(RECORDED INFORMATION begins)

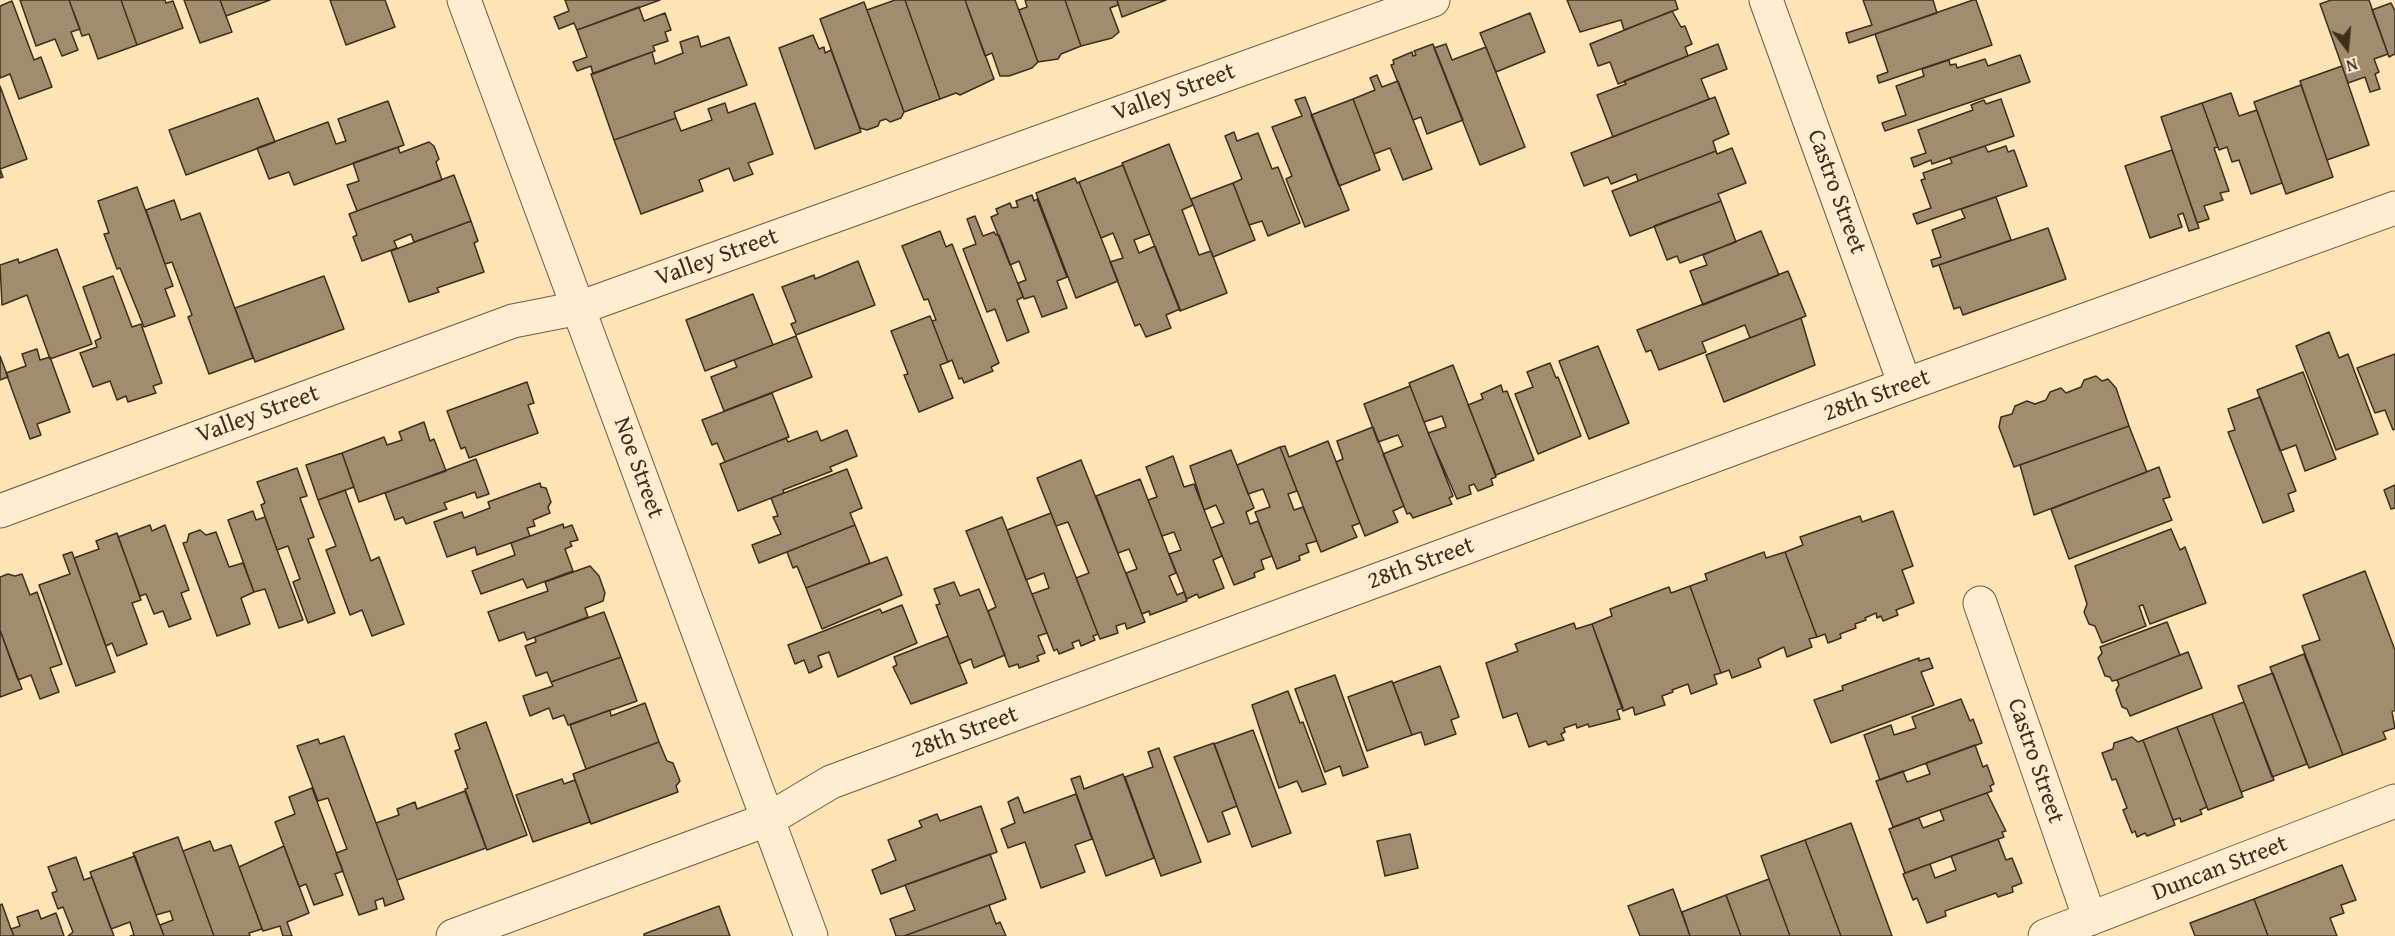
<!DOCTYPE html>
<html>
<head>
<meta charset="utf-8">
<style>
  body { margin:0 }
  #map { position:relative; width:2395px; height:936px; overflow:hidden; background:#fee3b5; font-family:"Gentium Book Plus",serif }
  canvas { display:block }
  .north { position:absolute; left:2317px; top:18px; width:60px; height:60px; -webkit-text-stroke:4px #feedcf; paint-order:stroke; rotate:164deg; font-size:16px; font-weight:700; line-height:24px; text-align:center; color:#3d2f1e }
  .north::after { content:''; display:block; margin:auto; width:21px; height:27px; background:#3d2f1e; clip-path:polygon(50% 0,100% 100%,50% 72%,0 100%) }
</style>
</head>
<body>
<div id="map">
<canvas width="2395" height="936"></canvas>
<div class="north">N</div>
</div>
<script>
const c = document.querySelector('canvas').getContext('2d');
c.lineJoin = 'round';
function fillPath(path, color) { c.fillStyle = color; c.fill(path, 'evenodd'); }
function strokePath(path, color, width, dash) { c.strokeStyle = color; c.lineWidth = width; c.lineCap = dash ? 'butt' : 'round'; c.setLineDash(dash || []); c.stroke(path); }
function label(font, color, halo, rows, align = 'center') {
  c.font = font + ' "Gentium Book Plus",serif'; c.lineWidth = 4.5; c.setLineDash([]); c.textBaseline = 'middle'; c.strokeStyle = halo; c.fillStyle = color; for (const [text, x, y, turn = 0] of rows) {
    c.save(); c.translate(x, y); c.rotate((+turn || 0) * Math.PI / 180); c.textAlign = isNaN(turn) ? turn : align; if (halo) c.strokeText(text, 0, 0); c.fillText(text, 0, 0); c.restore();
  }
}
const building = new Path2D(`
  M20 0H69L80 29 71 32 78 50 62 56 55 39 36 46Z
  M69 0H121L137 45 98 59 89 34 82 36Z
  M121 0H165L166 3 173 1 183 28 137 45Z
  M184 0H220L232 32 200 43Z
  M220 0H270L226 16Z
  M330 0H385L395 27 346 45Z
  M565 0H660L577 30 574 23 559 29 554 17 569 11Z
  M895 0H905L940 99 904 112 867 10Z
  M905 0H965L994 79 960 95 956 93 940 99Z
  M965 0H1015L1038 62 1032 68 1009 76H1000L992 53 985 56Z
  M1025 0H1065L1081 46 1061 54 1058 59 1038 62 1019 10 1027 7Z
  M1065 0H1117L1118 5 1110 8 1119 32 1112 38 1081 46Z
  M1117 0H1166L1122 17Z
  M1567 0H1675L1678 9 1624 30 1621 20 1580 32Z
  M1863 0H1933L1937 13 1849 43 1846 33 1872 25Z
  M1973 0H1976L1992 45 1879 83 1877 76 1888 72 1875 34Z
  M2331 0H2369L2388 54 2374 59 2379 72 2375 74 2380 89 2370 92 2365 77 2348 83 2320 4Z
  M12 1 34 60 41 57 52 87 19 99 10 74 0 78V6Z
  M864 2 904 112 901 118 890 122 886 119 880 121 878 126 867 130 860 128 820 19Z
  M2391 3 2395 11V54L2389 57 2372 10Z
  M639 7 644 21 665 13 671 30 665 32 668 41 653 46 655 51 652 52 593 74 591 66 577 71 573 62 587 57 577 30Z
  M1672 11 1681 27 1685 26 1692 44 1685 47 1688 56 1618 84 1610 62 1598 66 1590 44Z
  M1530 13 1545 52 1496 72 1480 33Z
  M813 35 819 49 824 47 825 53 831 50 861 132 815 149 779 48Z
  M698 36 701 47 729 37 747 85 674 112 676 118 614 140 591 74 652 52 655 64 683 53 680 42Z
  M1433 44 1463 120 1427 134 1421 117 1413 120 1391 65 1394 64 1393 60 1412 52 1413 56 1416 55 1414 51Z
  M1446 44 1452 60 1486 47 1525 147 1480 165 1434 48Z
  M1718 44 1727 69 1701 79 1709 99 1613 137 1597 95 1626 84 1624 81Z
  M2020 55 2030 82 1885 131 1882 123 1906 115 1896 86 1924 76 1922 69 1949 60 1950 65 1956 64 1957 68 1985 59 1988 66Z
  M2342 66 2369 145 2327 160 2300 81Z
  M1377 75 1382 87 1398 81 1432 169 1403 180 1390 148 1374 154 1353 99 1375 90 1370 78Z
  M2301 85 2333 177 2286 194 2254 102Z
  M0 86 27 159 0 169 3 177 0 178Z
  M2231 93 2239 116 2257 110 2282 183 2251 194 2239 160 2232 162 2227 147 2219 150 2202 103Z
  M1305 97 1349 210 1305 227 1286 179 1292 176 1272 127 1302 116 1295 100Z
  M1715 97 1729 134 1713 141 1716 151 1638 181 1636 174 1611 184 1608 177 1584 186 1571 153Z
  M258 98 275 142 186 175 169 130Z
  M1353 99 1380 170 1339 186 1311 115Z
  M2001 99 2014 136 1932 164 1931 160 1914 167 1911 158 1926 153 1918 130 1973 110 1971 105 1984 100 1986 104Z
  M388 101 404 145 294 185 289 172 269 179 257 148 328 122 336 144 346 141 338 119Z
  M725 103 728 113 755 103 773 154 748 163 753 174 734 181 729 168 699 180 703 191 641 214 614 140 676 118 681 131 712 120 708 109Z
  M2202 103 2218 147 2214 148 2229 191 2220 193 2223 200 2204 206 2209 219 2197 223 2161 117Z
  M1234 132 1237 141 1258 133 1272 169 1278 167 1300 223 1268 236 1262 221 1249 225 1233 183 1242 179 1225 136Z
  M429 142 434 146 439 159 436 162 442 180 357 211 347 185 359 181 353 163 398 147 400 153Z
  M1169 144 1193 205 1182 210 1199 255 1211 251 1227 293 1180 311 1122 163Z
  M1985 146 1988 152 2006 146 2008 152 2014 150 2027 186 1917 224 1913 214 1931 208 1921 180 1925 179 1923 173 1952 163 1950 158Z
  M1732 148 1746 183 1718 194 1721 201 1630 236 1612 191 1716 151 1717 154Z
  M2172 150 2199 228 2189 231 2183 213 2178 215 2182 227 2150 238 2125 166Z
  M1123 165 1150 234 1134 240 1139 253 1155 246 1180 309 1166 315 1171 328 1146 337 1140 324 1135 326 1110 262 1123 258 1113 233 1101 238 1079 182Z
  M454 175 471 221 414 242 411 234 394 241 397 248 362 261 353 237 357 235 349 214Z
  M1075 178 1077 183 1079 182 1118 281 1076 298 1036 193Z
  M1233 183 1255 240 1213 257 1191 199Z
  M137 187 173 286 165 289 175 316 144 327 120 268 117 269 104 234 109 233 98 201Z
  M1032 195 1034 201 1037 199 1067 277 1057 281 1067 308 1042 317 1034 296 1024 299 1018 283 1026 280 1019 261 1010 265 991 217 998 214 996 209 1010 203 1012 208 1018 207 1016 201Z
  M1996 197 2011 240 1933 267 1931 260 1941 257 1932 230 1965 218 1961 209Z
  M174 200 181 220 200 213 253 358 209 374 188 317 192 315 172 262 165 264 146 210Z
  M1721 201 1736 242 1680 263 1677 256 1667 260 1654 226Z
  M975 216 983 236 994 232 996 235H999L1023 297 1017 300 1029 332 1007 341 995 309 987 312 963 249 976 244 967 219Z
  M471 221 478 241 474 243 484 272 437 288 439 292 409 302 391 251Z
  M2048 228 2066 279 1963 315 1960 307 1954 309 1939 265Z
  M940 231 946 247 952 244 999 363 991 367 993 371 964 383 962 378 959 379 952 360 948 362 932 321 936 320 928 299 924 300 902 246Z
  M1761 231 1779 275 1703 305 1690 271 1707 265 1703 255Z
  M57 249 92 344 50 359 27 295 2 305 0 265 18 259 19 263Z
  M858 261 875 305 796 335 791 324 796 322 782 287 814 275 815 279Z
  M1788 271 1806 316 1750 338 1745 325 1702 342 1706 352 1659 370 1651 350 1646 352 1637 330Z
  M113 276 132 327 141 324 162 383 153 386 156 393 128 402 126 396 117 400 110 381 93 387 80 353 97 347 95 341 101 338 83 287Z
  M324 276 344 329 255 362 235 308Z
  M753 294 773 345 705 371 686 320Z
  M930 316 948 362 940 365 953 398 919 412 904 375 908 374 891 331Z
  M1801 318 1815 365 1724 402 1706 355Z
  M2329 332 2339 358 2348 354 2378 434 2336 450 2296 346Z
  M796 336 812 377 724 411 711 377 737 367 734 360Z
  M1598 346 1629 423 1589 439 1559 361Z
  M37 349 40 360 50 357 70 412 37 424 41 435 30 439 6 373 26 366 22 354Z
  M2395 354V429L2393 430 2385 410 2375 413 2357 368Z
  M0 356 8 377 0 380Z
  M1550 363 1556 378 1558 377 1581 436 1538 454 1515 394 1533 387 1527 372Z
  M1453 365 1496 477 1491 479 1493 485 1478 491 1474 484 1469 486 1471 494 1457 499 1428 433 1446 427 1442 416 1424 422 1409 383Z
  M2303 372 2336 459 2305 471 2296 445 2280 451 2257 390Z
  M2096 376 2102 381 2108 379 2116 388 2129 426 2014 467 1999 427 2001 417 2012 414 2015 406 2027 401 2035 404 2046 400 2050 392 2061 388 2066 393 2081 387 2084 380Z
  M527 382 534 403 528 405 538 433 469 458 465 447 461 449 447 411Z
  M1501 385 1503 392 1507 391 1534 460 1496 475 1468 405 1483 399 1481 394Z
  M1410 386 1453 496 1449 498 1452 504 1413 518 1410 513 1407 514 1383 454 1403 446 1398 435 1378 442 1364 404Z
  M772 393 789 437 725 462 717 443 712 445 702 420Z
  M2260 397 2296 491 2288 494 2294 511 2263 523 2228 432 2235 430 2228 409Z
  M424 422 430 441 434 439 446 471 359 502 342 453 384 437 387 445 402 440 399 432Z
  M2129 426 2147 472 2034 515 2020 465Z
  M1373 427 1404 506 1393 511 1398 522 1365 536 1336 462 1343 459 1337 441Z
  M847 430 857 456 830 467 832 471 783 490 784 493 738 511 720 464 786 438 788 442 817 431 821 441Z
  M1328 441 1360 523 1352 526 1357 537 1321 552 1280 447 1285 446 1289 457Z
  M1280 447 1297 491 1288 494 1294 510 1303 507 1317 541 1306 544 1309 552 1299 556 1300 560 1277 569 1255 512 1270 507 1263 489 1248 494 1237 465Z
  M1231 450 1254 508 1246 512 1250 524 1258 521 1272 556 1261 560 1264 569 1254 573 1255 577 1234 585 1211 528 1224 523 1216 505 1204 510 1190 466Z
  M342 453 354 487 318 500 306 465Z
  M1173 456 1184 487 1194 484 1222 556 1213 560 1224 588 1199 598 1197 594 1187 599 1169 554 1181 550 1174 532 1162 536 1148 500 1157 497 1146 467Z
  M476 459 489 494 477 498 475 492 444 503 447 509 406 524 403 517 395 520 385 493Z
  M1081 460 1145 622 1127 629 1125 623 1116 626 1118 633 1100 639 1076 578 1089 573 1068 522 1056 526 1037 478Z
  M2159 467 2170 497 2163 499 2172 520 2069 559 2051 509Z
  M297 468 307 496 300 498 314 537 308 539 335 613 308 623 293 582 300 579 288 546 277 550 261 505 265 503 257 482Z
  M847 469 862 508 850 513 855 525 759 563 752 545 781 534 773 517 778 516 771 498Z
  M1140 479 1176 573 1169 576 1177 595 1184 592 1187 601 1150 615 1149 611 1142 614 1126 573 1137 569 1129 549 1118 553 1096 496Z
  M540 483 541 487 546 488 551 502 548 507 550 513 533 520 535 526 527 528 530 536 477 555 475 547 447 557 434 522 462 512 464 518 490 508 488 502Z
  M2395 485V508L2391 509 2384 490Z
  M345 490 371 561 379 557 404 624 372 636 362 610 350 615 326 550 336 546 318 500Z
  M253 511 256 520 265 517 303 620 279 628 265 589 254 592 228 520Z
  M1893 511 1913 566 1902 570 1914 603 1896 610 1898 615 1883 621 1881 616 1877 618 1876 613 1865 618 1866 620 1855 624 1856 628 1840 634 1841 638 1828 643 1825 634 1817 637 1785 552 1803 545 1800 537 1860 516 1862 522Z
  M1051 513 1098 634 1093 636 1095 640 1081 646 1079 640 1072 643 1074 648 1059 654 1057 649 1054 651 1032 594 1049 588 1044 573 1026 580 1007 530Z
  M1002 517 1047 633 1038 636 1045 653 1037 656 1039 661 1019 668 1018 664 1009 667 988 611 996 607 966 531Z
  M563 524 564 528 572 525 578 540 570 542 572 546 565 549 573 571 527 588 523 579 481 594 472 571 515 555 511 543Z
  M150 525 152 531 165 525 189 590 181 593 191 619 169 627 163 611 154 614 146 594 140 596 118 537Z
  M855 525 870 563 806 588 797 566 793 568 787 552Z
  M2171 529 2180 550 2185 547 2206 603 2150 624 2143 605 2139 606 2146 626 2102 643 2095 626 2089 624 2084 612 2087 604 2075 566Z
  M200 530 206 535 216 532 229 567 243 563 254 592 241 598 250 624 217 636 183 543 187 542 189 534Z
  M117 533 141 600 132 603 147 644 117 656 112 643 106 646 74 558 99 549 96 541Z
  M72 552 115 672 76 686 39 585 70 574 63 555Z
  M1764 552 1766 558 1785 552 1817 637 1809 639 1812 647 1787 657 1784 647 1758 659 1761 667 1732 678 1729 670 1721 673 1690 586 1707 580 1705 574Z
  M887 557 902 595 822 629 806 588Z
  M590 566 599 576 605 593 603 601 585 608 588 617 527 640 524 632 499 641 488 612 548 591 545 582Z
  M2365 571 2395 650V710L2392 712 2395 728 2383 732 2386 739 2343 755 2302 646 2320 640 2303 595Z
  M8 574 15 576 22 574 30 595 37 592 62 664 50 668 59 692 40 699 31 675 18 680 0 630V577Z
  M954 582 960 596 979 589 1005 655 974 668 971 659 959 664 936 605 940 604 934 589Z
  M1690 586 1721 673 1714 675 1717 684 1691 694 1688 684 1672 690 1673 692 1662 696 1665 705 1635 715 1633 707 1623 711 1592 624 1612 616 1610 609 1669 587 1671 593Z
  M902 605 917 643 838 677 829 652 818 656 822 667 809 673 804 660 795 664 788 645 880 609 882 613Z
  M604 612 621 657 551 682 547 672 536 676 525 646 536 642 535 637Z
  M2167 622 2180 655 2117 680 2112 681 2110 677 2105 676 2098 658 2102 653 2100 647Z
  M1574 623 1576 629 1592 624 1623 708 1617 710 1620 719 1589 727 1588 724 1577 728 1576 724 1564 728 1565 732 1561 734 1564 740 1548 745 1546 741 1529 747 1517 713 1503 718 1486 663 1518 651 1515 644Z
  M0 630 22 689 0 697Z
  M948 636 967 683 911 704 893 667 897 665 894 657Z
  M2188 652 2202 688 2130 716 2127 709 2122 707 2116 690 2119 685 2117 680Z
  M2304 654 2343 755 2309 768 2270 667Z
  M621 657 637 701 568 725 564 715 553 719 549 708 530 716 523 696 553 686 551 682Z
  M1919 658V661L1929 658 1933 668 1921 672 1934 705 1831 743 1814 700 1843 690 1842 686Z
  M1440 666 1459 717 1451 720 1456 734 1425 745 1421 732 1412 735 1393 683Z
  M2273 673 2307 764 2272 777 2238 686Z
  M1335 675 1368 767 1343 776 1340 766 1325 772 1295 689Z
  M1392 681 1412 735 1367 751 1348 697Z
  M1288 691 1300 723 1303 722 1326 784 1302 792 1297 781 1279 788 1252 705Z
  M1961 699 1970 721 1973 719 1982 743 1880 780 1864 735 1891 725 1894 735 1916 728 1912 717Z
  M2244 702 2274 780 2241 792 2212 714Z
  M645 703 659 742 586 769 570 725 610 710 611 716Z
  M2212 714 2243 797 2208 810 2177 727Z
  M486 722 527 835 487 850 465 789 468 788 455 751 460 749 455 734Z
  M2177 727 2207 807 2200 810 2202 814 2181 822 2180 818 2173 820 2143 740Z
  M1253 730 1291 833 1252 847 1214 744Z
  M344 736 404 899 385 906 383 898 375 901 377 909 359 915 336 853 347 849 328 798 318 801 297 746 318 739 320 744Z
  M2132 737 2138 742 2143 740 2175 825 2147 836 2145 833 2137 837 2135 831 2132 833 2123 810 2127 808 2116 779 2112 780 2102 753 2113 749 2114 743Z
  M659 742 667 761 673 763 680 781 676 786 678 792 591 824 573 774Z
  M1214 743 1237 806 1222 812 1230 834 1208 842 1174 757Z
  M1975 745 1983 767 1987 765 1994 784 1990 786 1992 791 1893 827 1876 781 1903 771 1907 782 1930 774 1926 763Z
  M1159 748 1201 862 1161 876 1125 777 1153 767 1148 752Z
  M1123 774 1154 858 1106 876 1071 779 1080 776 1084 789Z
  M562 779 564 784 575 780 590 822 533 842 516 795Z
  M312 788 343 871 335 874 343 895 314 905 306 884 299 887 275 822 295 814 289 797Z
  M465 791 486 848 397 880 376 823 399 815 397 809 415 802 417 809Z
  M1987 793 2006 831 2002 832 2004 837 1905 873 1889 829 1919 818 1923 828 1944 820 1940 810Z
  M1076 794 1092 839 1075 845 1085 872 1041 888 1025 842 1008 848 1001 829 1015 823 1008 802 1018 797 1024 813Z
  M981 806 997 852 881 894 872 870 896 860 888 840 922 827 919 821 937 814 940 821Z
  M1851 823 1892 936H1841L1805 840Z
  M1410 834 1418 868 1385 876 1377 841Z
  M178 837 183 851 214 936H164L160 925 173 920 170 911 156 915 133 853Z
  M1998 839 2006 860 2012 858 2022 883 2012 887 2013 892 1998 897 1996 893 1945 911 1946 916 1927 923 1917 898 1913 900 1903 874 1930 864 1935 878 1956 870 1951 856Z
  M1805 840 1841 936H1790L1769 879 1761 856Z
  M210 841 214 851 231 845 262 929 249 933 250 936H214L183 851Z
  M284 846 309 913 287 922 292 936H283L280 926 263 931 239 867Z
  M990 854 1006 899 904 936H896L890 919 915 910 905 885Z
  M135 856 156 915 164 936H130L134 935 130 922 111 929 90 872Z
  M76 857 84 880 92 877 114 936H68L73 932 63 907 58 909 52 893 57 891 48 867Z
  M2342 865 2356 900 2341 905 2344 913 2330 918 2337 936H2268L2254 899Z
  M1769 879 1790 936H1741L1726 895Z
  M1673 889 1690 936H1640L1628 906Z
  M1726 895 1741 936H1690L1682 912Z
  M2254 899 2268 936H2195L2190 923Z
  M2 904 11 929 14 936H0V905Z
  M989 905 996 924 1000 922 1006 936H904Z
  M719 906 730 936H644V934Z
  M38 910 41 919 56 913 64 936H14L11 929 20 926 17 917Z`);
const minor = new Path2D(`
  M464 0 811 936
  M1766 0 1905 385
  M0 511 513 321 579 308 1433 0
  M1980 603 2090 919
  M453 936 769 819 831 782 1905 385 2395 208
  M2045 936 2395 801`);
const streetNames = [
  ["Valley Street",1174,93,-20],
  ["Castro Street",1836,192,70],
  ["Valley Street",717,258,-20],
  ["28th Street",1877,396,-20],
  ["Valley Street",258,415,-20],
  ["Noe Street",638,468,70],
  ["28th Street",1421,564,-20],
  ["28th Street",965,733,-20],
  ["Castro Street",2035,761,71],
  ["Duncan Street",2220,869,-21]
];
fillPath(building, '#a18d6d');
strokePath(building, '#3d2f1e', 1.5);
strokePath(minor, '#6d5c44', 35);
strokePath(minor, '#feedcf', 33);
label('24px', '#3d2f1e', '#feedcf', streetNames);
</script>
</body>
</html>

(RECORDED INFORMATION ends)

TASK STATEMENT:
A single figure, please: the number of lines in the data that hold the string "rows".

TASK OUTPUT:
2